(What you will do):
Return all lines below containing the word "column".
━━━━━━━━━━━━━━━━━━━━━━━━━━━━━━
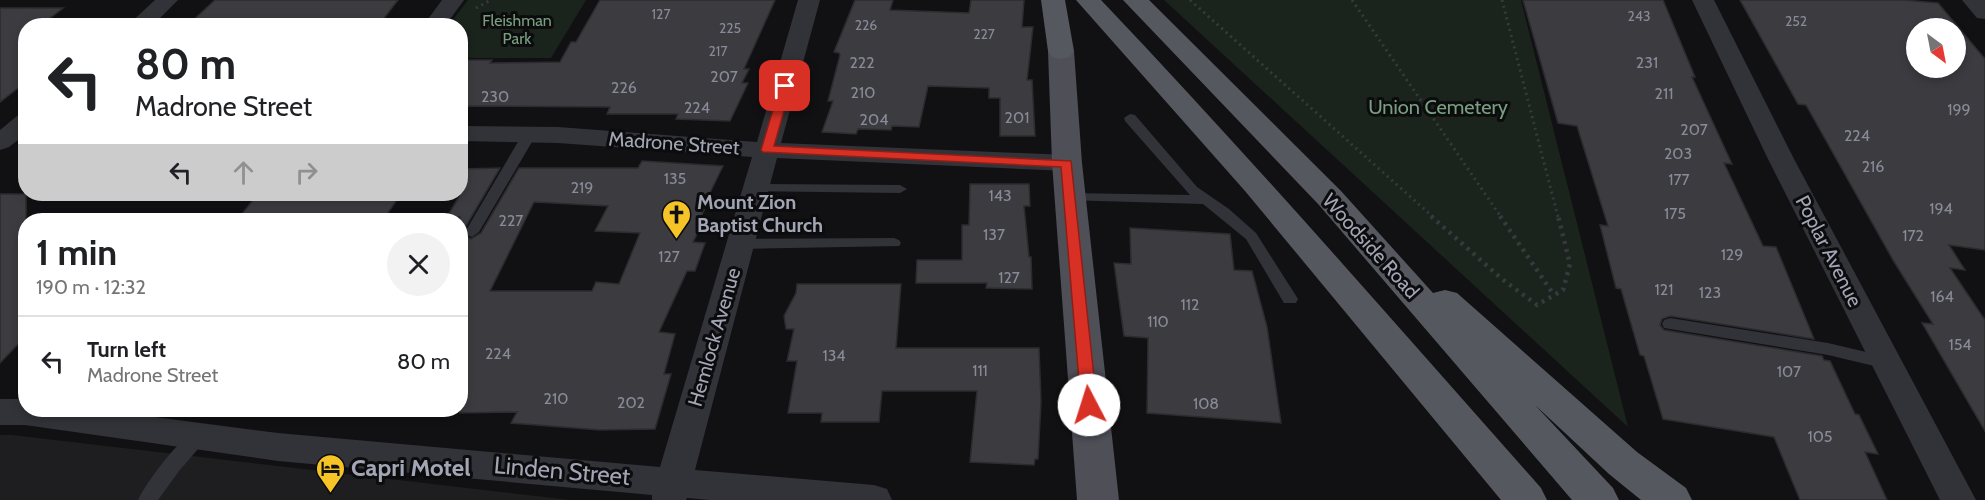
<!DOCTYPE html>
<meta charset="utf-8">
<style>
:root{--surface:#fff;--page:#f2f2f2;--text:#202124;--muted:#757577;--line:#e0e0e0}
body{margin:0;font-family:Cabin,sans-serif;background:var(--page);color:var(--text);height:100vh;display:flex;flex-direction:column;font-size:22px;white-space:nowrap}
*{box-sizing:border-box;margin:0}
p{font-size:20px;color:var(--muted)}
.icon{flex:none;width:33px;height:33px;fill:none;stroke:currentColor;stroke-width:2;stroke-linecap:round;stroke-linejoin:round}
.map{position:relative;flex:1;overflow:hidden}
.details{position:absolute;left:18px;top:213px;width:450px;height:204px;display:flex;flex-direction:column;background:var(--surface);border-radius:24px;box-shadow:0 3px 9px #0003}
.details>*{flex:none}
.top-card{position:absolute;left:18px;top:18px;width:450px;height:183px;border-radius:24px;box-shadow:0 3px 9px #0003;background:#fff;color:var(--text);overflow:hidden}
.needle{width:39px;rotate:148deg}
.buttons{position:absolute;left:1906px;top:18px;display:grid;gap:12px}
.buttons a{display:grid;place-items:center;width:60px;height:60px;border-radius:50%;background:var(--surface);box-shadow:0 3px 9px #0003;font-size:30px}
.pin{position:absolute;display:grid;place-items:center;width:51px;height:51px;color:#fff;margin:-26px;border-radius:12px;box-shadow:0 3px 9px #0006}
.me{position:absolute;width:66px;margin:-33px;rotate:355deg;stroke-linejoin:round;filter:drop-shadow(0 0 4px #0008)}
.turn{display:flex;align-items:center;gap:21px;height:126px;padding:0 18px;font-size:27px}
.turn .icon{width:78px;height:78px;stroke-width:2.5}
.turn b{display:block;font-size:42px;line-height:51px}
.lanes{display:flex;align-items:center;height:57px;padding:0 18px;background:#0003;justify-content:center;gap:30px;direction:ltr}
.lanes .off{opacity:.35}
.round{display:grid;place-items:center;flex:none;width:63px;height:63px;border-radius:32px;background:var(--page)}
.overview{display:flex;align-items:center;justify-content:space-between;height:102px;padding:0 18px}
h1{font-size:36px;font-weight:700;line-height:45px}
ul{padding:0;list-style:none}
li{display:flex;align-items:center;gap:18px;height:90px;padding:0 18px;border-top:2px solid var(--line)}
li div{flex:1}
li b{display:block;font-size:22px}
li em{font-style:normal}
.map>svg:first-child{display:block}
.built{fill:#1e1d20}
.green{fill:#1b231d}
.building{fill:#3b3b40;stroke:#2c2b2f;stroke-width:1.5;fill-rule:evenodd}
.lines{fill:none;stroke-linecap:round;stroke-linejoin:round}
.path-far1{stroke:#38393f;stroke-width:3;stroke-dasharray:2 4;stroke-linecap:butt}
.path{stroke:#38393f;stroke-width:4.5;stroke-dasharray:3 5;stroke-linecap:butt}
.service{fill:#323338;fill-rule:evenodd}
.minor{fill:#323338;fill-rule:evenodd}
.primary{fill:#4e4f57;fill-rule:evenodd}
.trunk{fill:#565860;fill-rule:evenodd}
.route{fill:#d93025;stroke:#8d1f18;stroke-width:1.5}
.labels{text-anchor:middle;stroke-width:6;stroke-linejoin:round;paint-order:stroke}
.far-number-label{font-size:14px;fill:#888b97}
.far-park-label{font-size:16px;fill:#78a07f;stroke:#0c0c0e}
.number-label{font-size:16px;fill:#888b97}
.park-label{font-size:20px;fill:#78a07f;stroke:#0c0c0e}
.street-label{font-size:20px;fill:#a2a6b4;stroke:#0c0c0e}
.poi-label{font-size:20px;font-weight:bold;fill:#a2a6b4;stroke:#0c0c0e;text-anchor:start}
.near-poi-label{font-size:24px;font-weight:bold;fill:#a2a6b4;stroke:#0c0c0e;text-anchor:start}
.near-street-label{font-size:24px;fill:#a2a6b4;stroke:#0c0c0e}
</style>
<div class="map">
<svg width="1985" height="500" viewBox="0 0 1985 500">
<rect width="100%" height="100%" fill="#111113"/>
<path class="built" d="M0 435H12L570 500H0Z"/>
<g class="green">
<path d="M468 0H586L551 58H461L460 26 449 25Z"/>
<path d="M1164 0H1521L1628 427Z"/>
</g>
<g class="building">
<path d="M215 0H398L378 26H187Z"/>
<path d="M600 0H775L744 69H749L742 83H748L730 121 676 119 678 114H607L610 107 462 106 460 109V60H492L490 63 560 62 571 42H576Z"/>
<path d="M855 0H893L890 10 969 13 971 0H1024L1022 27H1033L1027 80H1032L1035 136H1000V98H989V88L928 86 919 127 892 126 891 130 858 129 856 134 822 132 833 101H828L840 55 839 53 834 52Z"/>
<path d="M1523 0H1663L1695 77H1692L1732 164 1724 163 1763 246 1776 247 1814 339 1670 316 1662 319 1660 325 1664 330 1822 356 1824 360 1830 361 1855 414 1859 415 1878 454 1865 452 1887 500H1800L1774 437 1663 419 1644 356 1640 355 1621 289 1616 288 1600 225 1608 226 1577 126 1558 123Z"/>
<path d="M1740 0H1904L1938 3 1985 59V250L1949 245 1965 270 1950 268 1985 320V431L1922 323 1933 324 1893 260 1806 105 1798 104ZM1917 28H1956V68H1917Z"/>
<path d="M0 8H63L40 26H26V82L0 102Z"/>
<path d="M642 161 723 166 706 201H708L701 217H706L693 242 705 243 695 271H687L659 332 675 334 664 374H671L655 429 600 430 511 423 517 412 460 413V217H447L460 195V169L500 168 463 231 465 236 471 239 481 233 519 168H638ZM534 202 608 206 595 231 640 233 619 284 596 282 592 291H490Z"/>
<path d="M970 184H1029L1030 206H1024L1029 257H1031L1032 289 986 288 987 283H916L917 260H962V225H969Z"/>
<path d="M0 194H26V336L0 363Z"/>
<path d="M258 194H401L385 217H379L376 220H237Z"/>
<path d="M1130 228 1230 234 1234 270 1252 271 1267 327 1281 423 1147 413 1148 338 1124 336 1114 263 1131 264Z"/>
<path d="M797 284H901L896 348H1039L1041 402 1038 459H1035L1034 465 970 462 977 391H882L879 422H821L822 413H788L797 361H787L794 329H786L784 316 796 293Z"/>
</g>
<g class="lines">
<g class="path-far1">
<path d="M1190 0 1433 217"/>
<path d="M1352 0 1501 217"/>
<path d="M1502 0 1558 217"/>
<path d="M476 8 491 0"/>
</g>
<g class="path">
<path d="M1431 216 1502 279 1537 305 1563 290 1570 264 1558 216"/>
<path d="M1500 216 1554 295"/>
</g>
<g class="service">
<path d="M1130 114 1135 115 1197 187 1229 209 1256 233 1298 299 1296 303H1284L1246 239 1203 204 1065 200 1063 197 1065 194 1070 193 1190 195 1125 121 1124 118Z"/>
<path d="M529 131 536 135 479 232 472 237 467 235 465 232 522 135Z"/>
<path d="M756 184 900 185 907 189 900 193 751 191 749 188 751 185Z"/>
<path d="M894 238 899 240 901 243 899 246 741 249 734 244 741 239Z"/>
<path d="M1670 318 1828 343 1887 357 1893 359 1895 363 1893 367 1887 369 1828 355 1664 328 1662 324 1664 320Z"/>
<path d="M198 430 204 432 207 437 204 442 179 471 158 500H138C146 483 180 436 198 430Z"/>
</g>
<g class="minor">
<path d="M155 0H178L152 26H127Z"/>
<path d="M442 0H464L445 26H423Z"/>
<path d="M798 0H820L781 143 1067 155 1076 158 1080 163 1076 168 1067 171 777 158 695 470 874 485 887 489 892 500H710L687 498 686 500H652V495L278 461 25 425H0V399H25L26 410H101L278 433 660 467 752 157 558 143 460 141V126L558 127 757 142Z"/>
<path d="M1692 0H1714L1794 159 1976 500H1940L1768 159Z"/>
<path d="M1962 0H1985V19L1977 18Z"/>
<path d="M26 114V134L9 147 0 150V130L17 116Z"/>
</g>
<path class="primary" d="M1061 43 1070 45 1074 51 1082 163 1119 500H1077L1052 163 1048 51 1052 45Z"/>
<g class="trunk">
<path d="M1041 0H1065L1074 51 1070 57 1061 59 1052 57 1048 51Z"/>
<path d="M1076 0H1101C1252 159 1396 324 1541 488L1547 500H1501L1245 191Z"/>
<path d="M1123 0H1149L1341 191 1433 293 1445 290 1457 293 1637 452 1686 488 1692 500H1641L1609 474 1535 405 1613 488 1619 500H1572L1319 205Z"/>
</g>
</g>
<path class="route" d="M785 82 791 86 774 146 1071 161 1097 405 1095 410H1084L1081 405 1061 167 763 152 761 150 780 86Z"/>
<defs>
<symbol id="church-pin" viewBox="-11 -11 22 30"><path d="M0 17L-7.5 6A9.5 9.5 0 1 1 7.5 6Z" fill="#f6c426" stroke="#0c0c0e"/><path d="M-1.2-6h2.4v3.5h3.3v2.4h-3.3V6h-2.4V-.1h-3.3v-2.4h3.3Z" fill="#111"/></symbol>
<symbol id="hotel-pin" viewBox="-11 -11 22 30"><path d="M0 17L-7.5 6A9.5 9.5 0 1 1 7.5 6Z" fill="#f6c426" stroke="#0c0c0e"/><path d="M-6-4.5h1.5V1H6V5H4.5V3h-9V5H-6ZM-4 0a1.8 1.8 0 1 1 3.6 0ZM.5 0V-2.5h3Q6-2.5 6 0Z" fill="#111"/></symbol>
</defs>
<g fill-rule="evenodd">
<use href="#church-pin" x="660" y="198" width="33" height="45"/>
<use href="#hotel-pin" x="314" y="452" width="33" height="45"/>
</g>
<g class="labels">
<g class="far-number-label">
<text x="661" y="19">127</text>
<text x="1639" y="21">243</text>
<text x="1796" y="26">252</text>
<text x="866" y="30">226</text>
<text x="730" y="33">225</text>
<text x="984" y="39">227</text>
<text x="718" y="56">217</text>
</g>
<g class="far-park-label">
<text x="517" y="26">Fleishman<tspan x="517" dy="18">Park</tspan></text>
</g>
<g class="number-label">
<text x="862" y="68">222</text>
<text x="1647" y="68">231</text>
<text x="724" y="82">207</text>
<text x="624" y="93">226</text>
<text x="863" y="98">210</text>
<text x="1664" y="99">211</text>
<text x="495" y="102">230</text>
<text x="697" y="113">224</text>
<text x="1959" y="115">199</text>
<text x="1017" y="123">201</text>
<text x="874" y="125">204</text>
<text x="1694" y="135">207</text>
<text x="1857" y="141">224</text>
<text x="1678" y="159">203</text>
<text x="1873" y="172">216</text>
<text x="675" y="184">135</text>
<text x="1679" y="185">177</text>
<text x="582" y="193">219</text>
<text x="1000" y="201">143</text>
<text x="1941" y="214">194</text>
<text x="1675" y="219">175</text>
<text x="511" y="226">227</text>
<text x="994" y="240">137</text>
<text x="1913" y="241">172</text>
<text x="1732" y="260">129</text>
<text x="669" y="262">127</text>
<text x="1009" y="283">127</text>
<text x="1664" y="295">121</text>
<text x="1710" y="298">123</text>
<text x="1942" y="302">164</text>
<text x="1190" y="310">112</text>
<text x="1158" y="327">110</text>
<text x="1960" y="350">154</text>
<text x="498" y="359">224</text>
<text x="834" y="361">134</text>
<text x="980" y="376">111</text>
<text x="1789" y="377">107</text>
<text x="556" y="404">210</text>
<text x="631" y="408">202</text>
<text x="1206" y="409">108</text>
<text x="1820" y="442">105</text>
</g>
<g class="park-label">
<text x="1438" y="114">Union Cemetery</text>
</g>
<g class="street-label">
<text transform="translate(674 143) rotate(4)" y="7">Madrone Street</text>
<text transform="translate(1371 246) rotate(48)" y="7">Woodside Road</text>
<text transform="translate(1829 251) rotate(63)" y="7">Poplar Avenue</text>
<text transform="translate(714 337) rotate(-74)" y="7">Hemlock Avenue</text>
</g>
<g class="poi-label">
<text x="697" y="209">Mount Zion<tspan x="697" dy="23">Baptist Church</tspan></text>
</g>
<g class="near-poi-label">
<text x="351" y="476">Capri Motel</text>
</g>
<g class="near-street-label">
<text transform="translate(562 471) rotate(5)" y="8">Linden Street</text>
</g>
</g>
</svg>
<div class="buttons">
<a><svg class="needle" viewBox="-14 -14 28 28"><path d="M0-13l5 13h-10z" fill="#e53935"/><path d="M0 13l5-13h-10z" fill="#757577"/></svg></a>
</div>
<div class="pin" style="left:785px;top:86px;background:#d93025"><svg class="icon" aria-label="arrive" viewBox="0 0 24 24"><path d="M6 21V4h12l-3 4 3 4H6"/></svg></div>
<svg class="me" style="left:1089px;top:405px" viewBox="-20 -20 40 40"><circle r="19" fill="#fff"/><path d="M0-13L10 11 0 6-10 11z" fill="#d93025"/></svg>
<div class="top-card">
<div class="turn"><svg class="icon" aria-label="left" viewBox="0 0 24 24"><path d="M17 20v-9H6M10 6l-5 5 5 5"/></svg><div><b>80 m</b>Madrone Street</div></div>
<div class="lanes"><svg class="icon" aria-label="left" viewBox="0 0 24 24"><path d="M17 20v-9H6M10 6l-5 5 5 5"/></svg><svg class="icon off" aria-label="ahead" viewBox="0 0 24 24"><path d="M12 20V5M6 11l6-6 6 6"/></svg><svg class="icon off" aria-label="right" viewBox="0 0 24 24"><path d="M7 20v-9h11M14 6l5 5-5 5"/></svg></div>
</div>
<section class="details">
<div class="overview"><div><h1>1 min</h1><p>190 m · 12:32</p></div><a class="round"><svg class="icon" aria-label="close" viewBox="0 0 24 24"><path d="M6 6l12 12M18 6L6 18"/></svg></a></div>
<ul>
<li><svg class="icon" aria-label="left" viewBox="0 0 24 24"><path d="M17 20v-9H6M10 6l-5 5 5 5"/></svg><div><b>Turn left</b><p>Madrone Street</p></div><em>80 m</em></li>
</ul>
</section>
</div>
━━━━━━━━━━━━━━━━━━━━━━━━━━━━━━
(Solution for this exercise):
body{margin:0;font-family:Cabin,sans-serif;background:var(--page);color:var(--text);height:100vh;display:flex;flex-direction:column;font-size:22px;white-space:nowrap}
.details{position:absolute;left:18px;top:213px;width:450px;height:204px;display:flex;flex-direction:column;background:var(--surface);border-radius:24px;box-shadow:0 3px 9px #0003}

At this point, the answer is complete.